**To do**.
Find the line containing "What data does the screenshot" in the entries below. Restate it and each line after it, word for word, up to and including the line containing "Annotation task. Read".

>>>>>

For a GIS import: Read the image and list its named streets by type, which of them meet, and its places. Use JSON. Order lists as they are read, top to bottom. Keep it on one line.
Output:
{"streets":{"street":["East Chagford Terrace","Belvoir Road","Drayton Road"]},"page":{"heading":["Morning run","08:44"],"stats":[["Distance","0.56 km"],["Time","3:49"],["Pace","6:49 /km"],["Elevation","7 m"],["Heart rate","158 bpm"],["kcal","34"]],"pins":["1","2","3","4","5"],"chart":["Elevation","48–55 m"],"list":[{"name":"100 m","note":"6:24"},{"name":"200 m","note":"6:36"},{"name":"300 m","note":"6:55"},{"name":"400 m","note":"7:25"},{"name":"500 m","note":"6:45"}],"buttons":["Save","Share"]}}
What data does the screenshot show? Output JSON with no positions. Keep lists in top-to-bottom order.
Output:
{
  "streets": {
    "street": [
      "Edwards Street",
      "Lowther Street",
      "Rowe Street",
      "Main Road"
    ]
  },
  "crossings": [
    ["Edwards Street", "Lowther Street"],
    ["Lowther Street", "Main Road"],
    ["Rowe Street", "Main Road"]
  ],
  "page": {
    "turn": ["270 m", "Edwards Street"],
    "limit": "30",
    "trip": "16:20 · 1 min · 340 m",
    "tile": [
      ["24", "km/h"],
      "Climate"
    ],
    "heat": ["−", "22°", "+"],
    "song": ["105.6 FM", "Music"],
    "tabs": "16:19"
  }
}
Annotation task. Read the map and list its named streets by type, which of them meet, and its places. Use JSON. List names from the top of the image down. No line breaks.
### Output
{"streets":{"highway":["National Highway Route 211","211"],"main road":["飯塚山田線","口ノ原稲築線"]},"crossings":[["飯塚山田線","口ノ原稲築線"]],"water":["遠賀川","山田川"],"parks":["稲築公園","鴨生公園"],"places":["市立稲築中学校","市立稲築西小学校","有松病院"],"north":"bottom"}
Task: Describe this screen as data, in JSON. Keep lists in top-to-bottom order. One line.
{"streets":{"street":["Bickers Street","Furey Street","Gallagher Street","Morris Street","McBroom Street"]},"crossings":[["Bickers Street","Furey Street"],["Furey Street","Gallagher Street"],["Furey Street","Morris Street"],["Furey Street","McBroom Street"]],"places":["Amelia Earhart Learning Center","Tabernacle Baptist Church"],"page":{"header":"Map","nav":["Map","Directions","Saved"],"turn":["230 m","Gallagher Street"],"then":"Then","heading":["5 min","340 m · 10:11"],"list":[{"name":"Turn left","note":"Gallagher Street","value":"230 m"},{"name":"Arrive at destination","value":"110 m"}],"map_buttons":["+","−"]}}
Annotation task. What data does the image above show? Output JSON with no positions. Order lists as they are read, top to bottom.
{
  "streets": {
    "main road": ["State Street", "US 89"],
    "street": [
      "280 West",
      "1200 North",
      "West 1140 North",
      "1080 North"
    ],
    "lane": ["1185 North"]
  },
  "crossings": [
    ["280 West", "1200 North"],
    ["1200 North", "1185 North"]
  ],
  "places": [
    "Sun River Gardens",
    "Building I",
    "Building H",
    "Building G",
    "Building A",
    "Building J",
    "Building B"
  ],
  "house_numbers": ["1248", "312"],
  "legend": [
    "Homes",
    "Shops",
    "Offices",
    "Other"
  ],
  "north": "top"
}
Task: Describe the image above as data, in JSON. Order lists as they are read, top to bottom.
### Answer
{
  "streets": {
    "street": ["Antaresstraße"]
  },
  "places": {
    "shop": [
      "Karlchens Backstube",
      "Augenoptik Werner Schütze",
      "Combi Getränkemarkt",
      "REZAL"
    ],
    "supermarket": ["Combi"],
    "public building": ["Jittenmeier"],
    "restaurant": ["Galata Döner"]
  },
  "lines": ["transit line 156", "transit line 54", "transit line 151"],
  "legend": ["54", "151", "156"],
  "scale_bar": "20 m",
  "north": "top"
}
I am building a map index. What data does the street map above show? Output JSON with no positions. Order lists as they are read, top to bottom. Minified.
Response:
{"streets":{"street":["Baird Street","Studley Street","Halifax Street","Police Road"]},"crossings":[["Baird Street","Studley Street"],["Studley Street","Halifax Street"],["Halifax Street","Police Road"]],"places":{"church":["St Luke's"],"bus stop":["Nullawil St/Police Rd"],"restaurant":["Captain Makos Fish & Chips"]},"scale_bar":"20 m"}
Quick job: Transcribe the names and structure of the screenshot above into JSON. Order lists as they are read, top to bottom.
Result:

<<<<<

**Task output**.
What data does the screenshot show? Output JSON with no positions. Keep lists in top-to-bottom order.
Output:
{
  "streets": {
    "street": [
      "Edwards Street",
      "Lowther Street",
      "Rowe Street",
      "Main Road"
    ]
  },
  "crossings": [
    ["Edwards Street", "Lowther Street"],
    ["Lowther Street", "Main Road"],
    ["Rowe Street", "Main Road"]
  ],
  "page": {
    "turn": ["270 m", "Edwards Street"],
    "limit": "30",
    "trip": "16:20 · 1 min · 340 m",
    "tile": [
      ["24", "km/h"],
      "Climate"
    ],
    "heat": ["−", "22°", "+"],
    "song": ["105.6 FM", "Music"],
    "tabs": "16:19"
  }
}
Annotation task. Read the map and list its named streets by type, which of them meet, and its places. Use JSON. List names from the top of the image down. No line breaks.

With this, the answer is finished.